▶ HOW TO COMPLETE THIS TASK:
Which lines of the records below contain the string "lineWidth"? Report each of them.

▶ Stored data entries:
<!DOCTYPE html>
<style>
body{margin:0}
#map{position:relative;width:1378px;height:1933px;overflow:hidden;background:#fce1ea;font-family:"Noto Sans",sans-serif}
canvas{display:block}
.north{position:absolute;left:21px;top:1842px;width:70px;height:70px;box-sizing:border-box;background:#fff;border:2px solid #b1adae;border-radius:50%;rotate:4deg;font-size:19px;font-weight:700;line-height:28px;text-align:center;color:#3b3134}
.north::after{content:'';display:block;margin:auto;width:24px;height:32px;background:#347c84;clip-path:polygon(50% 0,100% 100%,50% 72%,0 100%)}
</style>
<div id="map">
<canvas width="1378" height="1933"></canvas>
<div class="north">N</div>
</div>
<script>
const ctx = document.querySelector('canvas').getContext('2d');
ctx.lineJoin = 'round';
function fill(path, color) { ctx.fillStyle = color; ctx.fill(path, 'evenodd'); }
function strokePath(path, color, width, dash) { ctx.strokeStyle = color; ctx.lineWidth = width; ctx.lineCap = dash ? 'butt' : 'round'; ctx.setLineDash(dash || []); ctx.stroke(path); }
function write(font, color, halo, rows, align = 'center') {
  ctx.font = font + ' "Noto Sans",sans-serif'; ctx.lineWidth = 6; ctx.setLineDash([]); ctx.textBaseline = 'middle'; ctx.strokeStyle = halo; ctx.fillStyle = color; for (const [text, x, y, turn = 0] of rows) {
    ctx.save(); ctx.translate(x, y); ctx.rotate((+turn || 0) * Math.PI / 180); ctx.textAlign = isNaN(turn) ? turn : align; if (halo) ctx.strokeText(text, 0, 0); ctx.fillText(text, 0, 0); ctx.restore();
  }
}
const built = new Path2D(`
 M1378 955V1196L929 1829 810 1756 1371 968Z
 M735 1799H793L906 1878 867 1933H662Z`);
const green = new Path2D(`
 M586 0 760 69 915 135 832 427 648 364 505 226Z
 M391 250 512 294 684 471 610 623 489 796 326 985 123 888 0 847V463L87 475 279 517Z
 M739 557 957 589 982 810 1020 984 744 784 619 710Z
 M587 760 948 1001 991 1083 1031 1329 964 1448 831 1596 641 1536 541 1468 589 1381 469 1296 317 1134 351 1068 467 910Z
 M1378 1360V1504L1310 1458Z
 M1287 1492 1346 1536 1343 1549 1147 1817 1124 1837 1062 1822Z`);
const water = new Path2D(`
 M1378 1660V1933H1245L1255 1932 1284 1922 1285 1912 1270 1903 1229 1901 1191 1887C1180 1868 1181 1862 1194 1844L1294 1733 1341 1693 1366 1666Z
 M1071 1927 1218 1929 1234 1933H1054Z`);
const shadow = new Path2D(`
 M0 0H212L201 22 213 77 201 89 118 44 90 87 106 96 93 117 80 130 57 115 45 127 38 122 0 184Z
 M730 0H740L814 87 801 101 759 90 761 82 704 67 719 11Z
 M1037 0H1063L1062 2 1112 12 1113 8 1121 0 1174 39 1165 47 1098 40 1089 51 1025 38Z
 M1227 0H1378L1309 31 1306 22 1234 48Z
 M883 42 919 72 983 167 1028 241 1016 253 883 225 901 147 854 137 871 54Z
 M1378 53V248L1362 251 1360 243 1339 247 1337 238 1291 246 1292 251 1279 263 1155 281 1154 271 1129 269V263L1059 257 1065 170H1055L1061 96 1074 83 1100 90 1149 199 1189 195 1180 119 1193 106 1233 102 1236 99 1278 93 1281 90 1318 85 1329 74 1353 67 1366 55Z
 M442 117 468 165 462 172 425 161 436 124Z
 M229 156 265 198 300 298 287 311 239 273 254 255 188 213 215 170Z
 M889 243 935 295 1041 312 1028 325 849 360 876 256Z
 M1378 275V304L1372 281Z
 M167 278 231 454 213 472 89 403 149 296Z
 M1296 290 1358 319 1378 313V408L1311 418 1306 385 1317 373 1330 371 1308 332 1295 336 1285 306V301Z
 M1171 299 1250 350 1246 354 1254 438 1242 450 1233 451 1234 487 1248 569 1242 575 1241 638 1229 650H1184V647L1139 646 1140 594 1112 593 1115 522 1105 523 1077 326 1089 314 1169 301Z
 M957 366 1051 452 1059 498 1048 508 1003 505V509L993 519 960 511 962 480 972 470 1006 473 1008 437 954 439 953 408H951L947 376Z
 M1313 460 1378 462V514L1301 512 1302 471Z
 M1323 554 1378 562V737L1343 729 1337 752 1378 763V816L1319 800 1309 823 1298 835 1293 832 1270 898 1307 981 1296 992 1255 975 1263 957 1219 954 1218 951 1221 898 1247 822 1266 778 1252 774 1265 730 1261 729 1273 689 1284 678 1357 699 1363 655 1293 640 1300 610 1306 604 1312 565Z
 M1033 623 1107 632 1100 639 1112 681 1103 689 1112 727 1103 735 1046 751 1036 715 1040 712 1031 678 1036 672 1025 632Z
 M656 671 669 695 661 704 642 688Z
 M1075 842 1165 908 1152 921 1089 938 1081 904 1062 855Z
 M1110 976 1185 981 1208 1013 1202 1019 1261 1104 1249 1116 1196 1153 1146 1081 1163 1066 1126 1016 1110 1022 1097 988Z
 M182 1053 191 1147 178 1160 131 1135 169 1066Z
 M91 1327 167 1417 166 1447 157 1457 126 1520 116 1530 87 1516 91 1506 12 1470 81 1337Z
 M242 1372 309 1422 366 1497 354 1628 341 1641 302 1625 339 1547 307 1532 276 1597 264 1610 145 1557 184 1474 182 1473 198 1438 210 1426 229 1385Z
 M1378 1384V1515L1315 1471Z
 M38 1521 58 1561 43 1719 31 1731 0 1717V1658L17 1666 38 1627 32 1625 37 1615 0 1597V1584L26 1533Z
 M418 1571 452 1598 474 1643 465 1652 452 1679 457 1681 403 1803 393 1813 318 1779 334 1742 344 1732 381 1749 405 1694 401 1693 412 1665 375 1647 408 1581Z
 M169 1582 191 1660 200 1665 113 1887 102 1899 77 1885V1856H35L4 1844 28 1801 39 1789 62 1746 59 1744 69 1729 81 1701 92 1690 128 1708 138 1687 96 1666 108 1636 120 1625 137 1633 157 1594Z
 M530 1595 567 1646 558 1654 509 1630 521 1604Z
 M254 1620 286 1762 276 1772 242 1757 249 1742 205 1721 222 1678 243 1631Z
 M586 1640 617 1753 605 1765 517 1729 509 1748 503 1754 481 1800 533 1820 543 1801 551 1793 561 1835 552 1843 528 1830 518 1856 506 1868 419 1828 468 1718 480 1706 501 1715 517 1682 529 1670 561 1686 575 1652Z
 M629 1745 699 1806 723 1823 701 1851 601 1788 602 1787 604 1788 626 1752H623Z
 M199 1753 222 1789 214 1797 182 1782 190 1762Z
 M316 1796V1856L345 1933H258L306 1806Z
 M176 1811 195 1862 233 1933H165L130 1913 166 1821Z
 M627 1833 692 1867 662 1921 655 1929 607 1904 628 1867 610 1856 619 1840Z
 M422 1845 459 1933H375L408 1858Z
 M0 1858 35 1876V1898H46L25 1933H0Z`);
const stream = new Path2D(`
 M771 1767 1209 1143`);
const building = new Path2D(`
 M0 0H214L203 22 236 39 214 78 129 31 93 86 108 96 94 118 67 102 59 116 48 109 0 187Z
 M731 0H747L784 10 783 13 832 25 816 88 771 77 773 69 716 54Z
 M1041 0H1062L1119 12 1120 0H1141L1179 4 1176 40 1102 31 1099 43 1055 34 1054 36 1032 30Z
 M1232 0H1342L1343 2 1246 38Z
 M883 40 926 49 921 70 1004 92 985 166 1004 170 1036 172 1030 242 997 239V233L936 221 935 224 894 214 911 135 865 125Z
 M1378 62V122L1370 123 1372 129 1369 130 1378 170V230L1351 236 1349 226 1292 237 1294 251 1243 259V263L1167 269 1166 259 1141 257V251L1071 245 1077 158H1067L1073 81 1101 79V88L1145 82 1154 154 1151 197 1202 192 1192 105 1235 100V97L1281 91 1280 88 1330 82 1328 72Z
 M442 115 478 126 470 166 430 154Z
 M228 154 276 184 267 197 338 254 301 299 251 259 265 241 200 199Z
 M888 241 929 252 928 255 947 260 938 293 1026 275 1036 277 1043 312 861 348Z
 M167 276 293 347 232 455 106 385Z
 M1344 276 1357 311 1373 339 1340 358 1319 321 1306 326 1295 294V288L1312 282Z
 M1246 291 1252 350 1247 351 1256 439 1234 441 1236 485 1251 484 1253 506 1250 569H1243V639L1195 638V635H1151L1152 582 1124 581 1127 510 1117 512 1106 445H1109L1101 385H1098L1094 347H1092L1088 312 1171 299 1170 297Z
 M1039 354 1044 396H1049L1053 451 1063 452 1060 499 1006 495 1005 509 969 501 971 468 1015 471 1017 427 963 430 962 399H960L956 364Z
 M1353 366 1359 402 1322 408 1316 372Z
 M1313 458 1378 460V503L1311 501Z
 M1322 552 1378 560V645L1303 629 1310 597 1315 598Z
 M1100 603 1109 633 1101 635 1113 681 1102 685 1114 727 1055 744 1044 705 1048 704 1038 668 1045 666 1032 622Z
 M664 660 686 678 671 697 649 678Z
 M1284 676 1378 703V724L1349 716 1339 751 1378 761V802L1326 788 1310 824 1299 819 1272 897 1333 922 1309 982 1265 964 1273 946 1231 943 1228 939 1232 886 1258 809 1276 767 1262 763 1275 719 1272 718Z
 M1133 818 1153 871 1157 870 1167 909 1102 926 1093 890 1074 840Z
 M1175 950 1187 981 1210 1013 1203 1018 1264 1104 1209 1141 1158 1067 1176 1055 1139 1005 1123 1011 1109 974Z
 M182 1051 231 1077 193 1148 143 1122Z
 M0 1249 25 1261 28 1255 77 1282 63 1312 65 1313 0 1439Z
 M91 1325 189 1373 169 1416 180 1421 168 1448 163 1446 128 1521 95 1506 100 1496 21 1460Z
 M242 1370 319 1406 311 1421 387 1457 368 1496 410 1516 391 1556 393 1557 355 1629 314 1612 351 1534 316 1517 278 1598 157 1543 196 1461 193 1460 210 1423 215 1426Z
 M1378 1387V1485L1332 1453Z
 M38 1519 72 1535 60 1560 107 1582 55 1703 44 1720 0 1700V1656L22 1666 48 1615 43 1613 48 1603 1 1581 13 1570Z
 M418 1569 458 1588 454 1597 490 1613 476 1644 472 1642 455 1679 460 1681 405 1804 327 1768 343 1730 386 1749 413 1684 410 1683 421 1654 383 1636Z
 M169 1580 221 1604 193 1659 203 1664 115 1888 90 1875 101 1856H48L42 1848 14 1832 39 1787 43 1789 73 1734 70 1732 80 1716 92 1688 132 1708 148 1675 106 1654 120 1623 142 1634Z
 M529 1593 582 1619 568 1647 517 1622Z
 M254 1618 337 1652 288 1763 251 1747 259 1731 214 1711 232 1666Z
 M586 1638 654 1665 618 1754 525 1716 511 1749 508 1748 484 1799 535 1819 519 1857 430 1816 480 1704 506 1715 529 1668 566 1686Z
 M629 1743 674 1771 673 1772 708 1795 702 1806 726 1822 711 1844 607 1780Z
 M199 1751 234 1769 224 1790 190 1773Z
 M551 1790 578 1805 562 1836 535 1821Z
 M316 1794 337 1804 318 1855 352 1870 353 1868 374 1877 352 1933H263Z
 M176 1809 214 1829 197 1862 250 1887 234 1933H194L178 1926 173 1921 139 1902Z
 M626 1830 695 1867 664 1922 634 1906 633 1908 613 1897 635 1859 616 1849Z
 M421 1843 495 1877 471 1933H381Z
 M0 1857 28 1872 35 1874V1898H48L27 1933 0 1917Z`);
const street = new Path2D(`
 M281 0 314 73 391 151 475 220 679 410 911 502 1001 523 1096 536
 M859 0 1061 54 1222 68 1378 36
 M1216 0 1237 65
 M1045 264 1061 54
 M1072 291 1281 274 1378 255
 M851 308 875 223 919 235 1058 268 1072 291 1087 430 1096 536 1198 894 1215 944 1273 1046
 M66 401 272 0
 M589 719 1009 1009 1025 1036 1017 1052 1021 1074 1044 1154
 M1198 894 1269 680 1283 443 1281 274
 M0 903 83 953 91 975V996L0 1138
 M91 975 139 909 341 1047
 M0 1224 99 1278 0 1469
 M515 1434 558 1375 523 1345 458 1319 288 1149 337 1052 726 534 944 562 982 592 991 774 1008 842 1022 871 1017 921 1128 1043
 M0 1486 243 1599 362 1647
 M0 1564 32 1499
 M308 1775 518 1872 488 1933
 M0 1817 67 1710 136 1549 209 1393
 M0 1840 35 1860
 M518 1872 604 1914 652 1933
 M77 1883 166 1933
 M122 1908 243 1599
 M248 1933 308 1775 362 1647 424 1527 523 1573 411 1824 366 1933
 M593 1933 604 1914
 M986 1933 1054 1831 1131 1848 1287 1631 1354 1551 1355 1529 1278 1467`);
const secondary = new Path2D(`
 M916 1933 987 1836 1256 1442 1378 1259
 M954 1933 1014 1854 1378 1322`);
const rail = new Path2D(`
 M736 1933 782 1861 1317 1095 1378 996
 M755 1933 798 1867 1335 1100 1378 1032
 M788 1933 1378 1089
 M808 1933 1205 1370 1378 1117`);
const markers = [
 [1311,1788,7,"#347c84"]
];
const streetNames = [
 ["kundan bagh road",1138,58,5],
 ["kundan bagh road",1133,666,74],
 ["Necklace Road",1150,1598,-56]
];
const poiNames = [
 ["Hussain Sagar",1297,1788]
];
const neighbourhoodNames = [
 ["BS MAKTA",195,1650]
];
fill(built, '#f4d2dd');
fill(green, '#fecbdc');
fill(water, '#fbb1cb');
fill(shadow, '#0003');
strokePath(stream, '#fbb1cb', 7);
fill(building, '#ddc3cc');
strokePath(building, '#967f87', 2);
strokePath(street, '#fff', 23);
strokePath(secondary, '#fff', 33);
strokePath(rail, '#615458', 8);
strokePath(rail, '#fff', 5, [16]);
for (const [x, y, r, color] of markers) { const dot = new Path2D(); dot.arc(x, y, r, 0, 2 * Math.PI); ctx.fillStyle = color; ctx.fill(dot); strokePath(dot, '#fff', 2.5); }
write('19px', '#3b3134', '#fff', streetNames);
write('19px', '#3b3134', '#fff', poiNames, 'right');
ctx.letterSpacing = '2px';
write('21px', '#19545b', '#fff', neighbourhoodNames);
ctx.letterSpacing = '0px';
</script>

▶ TASK OUTPUT:
function strokePath(path, color, width, dash) { ctx.strokeStyle = color; ctx.lineWidth = width; ctx.lineCap = dash ? 'butt' : 'round'; ctx.setLineDash(dash || []); ctx.stroke(path); }
  ctx.font = font + ' "Noto Sans",sans-serif'; ctx.lineWidth = 6; ctx.setLineDash([]); ctx.textBaseline = 'middle'; ctx.strokeStyle = halo; ctx.fillStyle = color; for (const [text, x, y, turn = 0] of rows) {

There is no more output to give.